My high school and college history teachers would have shaken their heads at my recap, and it wouldn’t have passed muster in a history exam. I dug out my Western Civ textbook when I got home (anyone else hold on to their enormously expensive college textbooks?) and found that I’d mangled some of the details.
But I was close.
The battle did take place at Marathon, the Greeks were fighting the Persians, and the soldier did run approximately 26.2 miles.
But the battle took place in September, 490 B.C. About 210 years later than I thought. The runner was either a fellow named Pheidippides or a different soldier named Eucles. The history is a bit confused because no primary documents remain. The tale, which is very likely true in at least some respects, comes to us from the historians Plutarch and Lucian of Samosata, who wrote in the first and second centuries A.D. respectively. That’s more than a half-millennium after the events took place.
Herodotus, said to be the Father of History and who lived at the time of Marathon, wrote that Pheidippides ran from Athens to Sparta and back – a distance of 300 miles – to call the Spartans to battle against the Persian invasion. This is certainly possible, but because Herodotus relied on verbal accounts as sources, cited no confirming documents, and often reported fanciful tales, his version is considered questionable.
Plutarch and Lucian report that the soldier ran from Marathon to Athens. So much for my faulty recollection of a Thermopylae-Marathon route. The distance between those two cities is 135 miles. To add salt to my wounded historical pride, the Battle of Thermopylae, though also fought between the Greeks and Persians, took place ten years later than the Battle of Marathon.
I guess that 100 miles and 10 years is reasonably close for a top-of-the-head recollection from a broken-down cow puncher.
So there’s a bit of the history.
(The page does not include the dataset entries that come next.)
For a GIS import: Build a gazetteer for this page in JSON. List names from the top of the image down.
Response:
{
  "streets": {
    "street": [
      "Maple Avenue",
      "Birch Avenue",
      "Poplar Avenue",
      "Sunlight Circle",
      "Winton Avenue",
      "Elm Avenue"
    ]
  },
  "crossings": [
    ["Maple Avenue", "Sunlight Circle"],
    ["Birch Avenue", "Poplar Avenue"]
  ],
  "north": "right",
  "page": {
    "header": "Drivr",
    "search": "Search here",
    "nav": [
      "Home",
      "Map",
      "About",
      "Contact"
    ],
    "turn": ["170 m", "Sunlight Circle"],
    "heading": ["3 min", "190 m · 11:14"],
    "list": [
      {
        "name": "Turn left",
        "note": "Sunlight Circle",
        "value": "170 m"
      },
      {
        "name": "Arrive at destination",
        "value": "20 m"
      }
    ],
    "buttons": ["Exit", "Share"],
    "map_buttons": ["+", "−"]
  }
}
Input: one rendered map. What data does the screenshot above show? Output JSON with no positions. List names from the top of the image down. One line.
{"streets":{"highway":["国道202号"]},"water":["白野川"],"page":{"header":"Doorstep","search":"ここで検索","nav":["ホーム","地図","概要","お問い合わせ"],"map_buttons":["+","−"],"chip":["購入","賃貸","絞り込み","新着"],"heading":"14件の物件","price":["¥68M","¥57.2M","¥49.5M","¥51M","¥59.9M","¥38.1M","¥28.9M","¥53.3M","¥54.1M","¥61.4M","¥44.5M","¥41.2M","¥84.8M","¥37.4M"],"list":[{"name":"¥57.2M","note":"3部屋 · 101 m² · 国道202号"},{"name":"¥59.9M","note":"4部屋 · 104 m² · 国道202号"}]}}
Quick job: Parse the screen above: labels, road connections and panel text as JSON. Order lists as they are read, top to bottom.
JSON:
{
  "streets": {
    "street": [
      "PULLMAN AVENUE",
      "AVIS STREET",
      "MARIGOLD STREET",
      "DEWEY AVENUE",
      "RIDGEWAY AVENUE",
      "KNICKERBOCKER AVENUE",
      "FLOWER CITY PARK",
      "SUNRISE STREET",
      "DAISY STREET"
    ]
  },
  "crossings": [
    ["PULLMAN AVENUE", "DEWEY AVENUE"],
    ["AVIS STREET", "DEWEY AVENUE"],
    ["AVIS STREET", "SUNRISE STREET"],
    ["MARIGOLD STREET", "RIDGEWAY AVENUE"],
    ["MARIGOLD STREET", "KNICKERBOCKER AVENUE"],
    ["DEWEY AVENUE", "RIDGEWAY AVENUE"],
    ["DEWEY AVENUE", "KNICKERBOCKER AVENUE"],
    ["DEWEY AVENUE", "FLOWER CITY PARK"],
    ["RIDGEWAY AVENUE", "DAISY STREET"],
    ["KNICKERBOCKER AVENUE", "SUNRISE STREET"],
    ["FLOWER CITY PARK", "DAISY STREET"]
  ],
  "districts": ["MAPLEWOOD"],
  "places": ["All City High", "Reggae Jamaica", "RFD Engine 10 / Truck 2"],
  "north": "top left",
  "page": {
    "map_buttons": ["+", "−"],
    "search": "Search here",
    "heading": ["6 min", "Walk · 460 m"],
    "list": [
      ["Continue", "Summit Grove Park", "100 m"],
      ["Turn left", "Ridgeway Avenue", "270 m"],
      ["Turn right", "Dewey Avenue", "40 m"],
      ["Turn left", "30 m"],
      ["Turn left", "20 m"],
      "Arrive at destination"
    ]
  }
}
I find the Greco-Persian wars quite interesting, and think the history is worth reading. Though 2,500 years have passed, ancient Greece was the birthplace of our Western Civilization; the birthplace of our American Republic as well.
As to why people run marathons, I suspect there are as many reasons as runners. But the 26.2 mile marathon is perhaps the oldest physical benchmark of all time. Those who know a bit of the history must wonder, as I do, whether they could match the feat of this long-dead Greek soldier. I never ran a marathon, and I doubt I ever will. So I’ll never know. But my sister knows, and my heart nearly burst with pride as I watched her cross the finish line.
How did Sis do? She finished 27th overall, and third in her age group. Her time was 4:03:13, with a mile-pace of 9:16.
She was a bit disappointed in her performance, having hoped to finish in under four hours. She would have done so at a mile-pace of 9:09. Think of that. Seven seconds per mile. Over 26 miles. Marathoners compete primarily against themselves, of course, but my goodness – what a performance!